One of the most challenging problems that Petrobras needed to solve in order to achieve global leadership in maritime oil exploration was that of finding solutions to prevent its platform vessels and semi-submersible rigs from moving around while extracting oil from the ocean floor, even when subjected to strong winds, waves and currents. Another critical problem was how to optimize the technology for preventing undersea current-induced vibrations from rupturing the long, slender pipes called risers that carry the oil and gas from the well on the ocean floor up to the platform.
To address Petrobras’ demands, in the mid-1990s, engineers from the Polytechnic School (Poli) of the University of São Paulo (USP) organized around two thematic projects supported by FAPESP. Researchers who had previously worked independently joined forces and established laboratories that today are international benchmarks in offshore engineering. “The groups involved in this research are recognized worldwide in the oil and gas industry and are frequently engaged in research that leads to innovation and spawns patents,” said Luiz Levy, Cenpes’ manager of optimization technology for operations and logistics.
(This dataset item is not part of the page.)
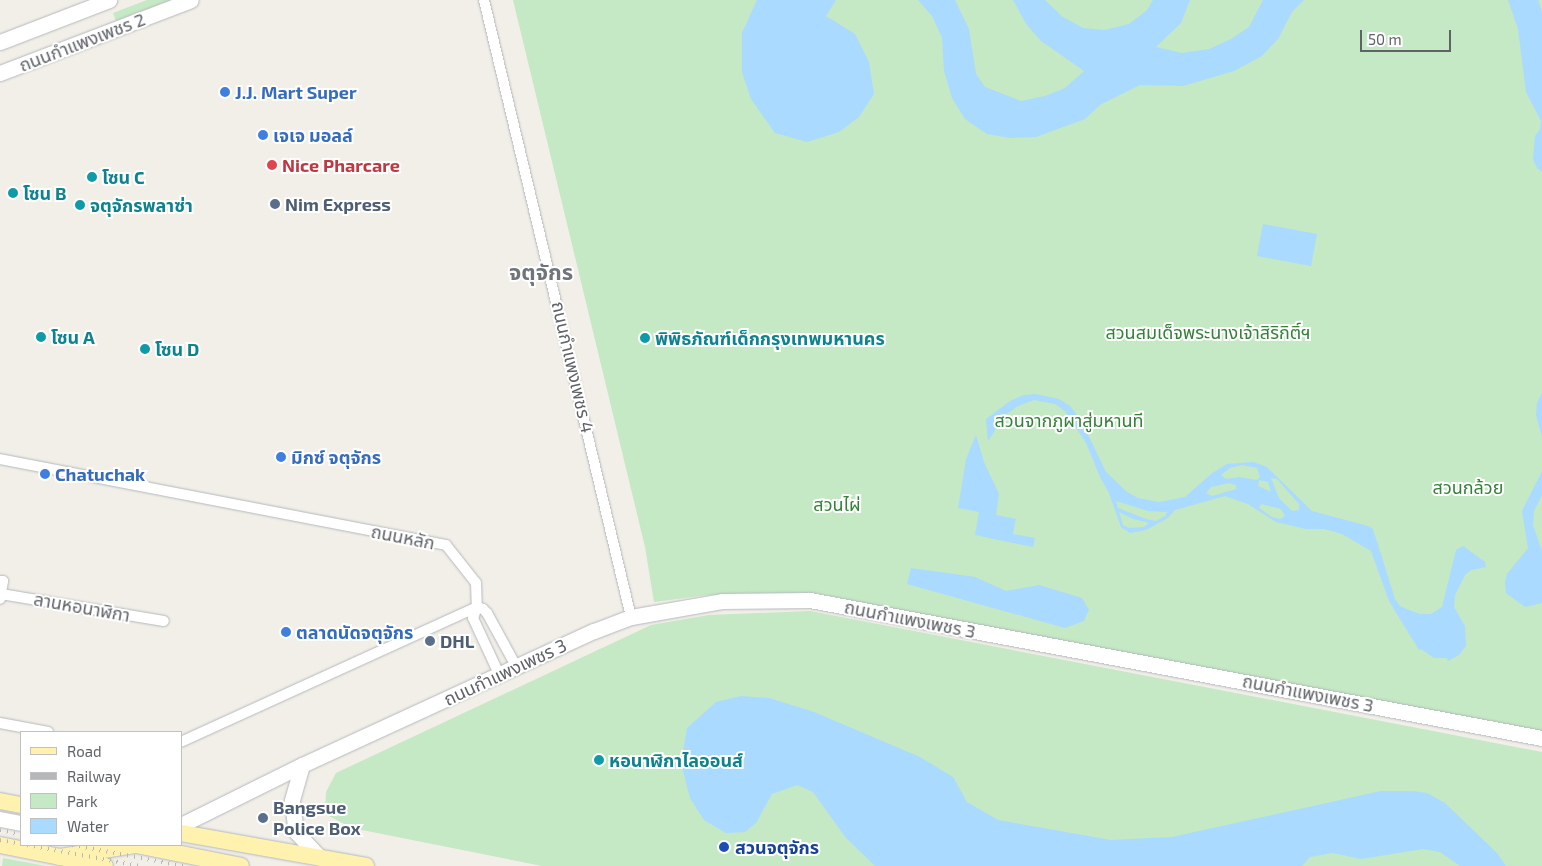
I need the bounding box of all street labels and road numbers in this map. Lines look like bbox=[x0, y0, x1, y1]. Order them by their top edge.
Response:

Coordinated by Hernani Brinati of the Department of Naval and Oceanic Engineering at Poli, the project was entitled Methods of nonlinear dynamics applied to the design and analysis of anchoring systems. Between 1998 and 2004 the project engaged some ten researchers from Poli, the Institute of Mathematics and Statistics at USP, and the São Paulo Institute for Technological Research (IPT). Their objective was to investigate how advanced mathematical tools—methods of nonlinear dynamics—could be used to create models that simulate the behavior of future designs for platforms anchored in the high seas, with the goal of proposing improvements in construction design. “We wanted to tackle engineering problems that are of interest to Brazil, but from a more conceptual standpoint,” Brinati recalled.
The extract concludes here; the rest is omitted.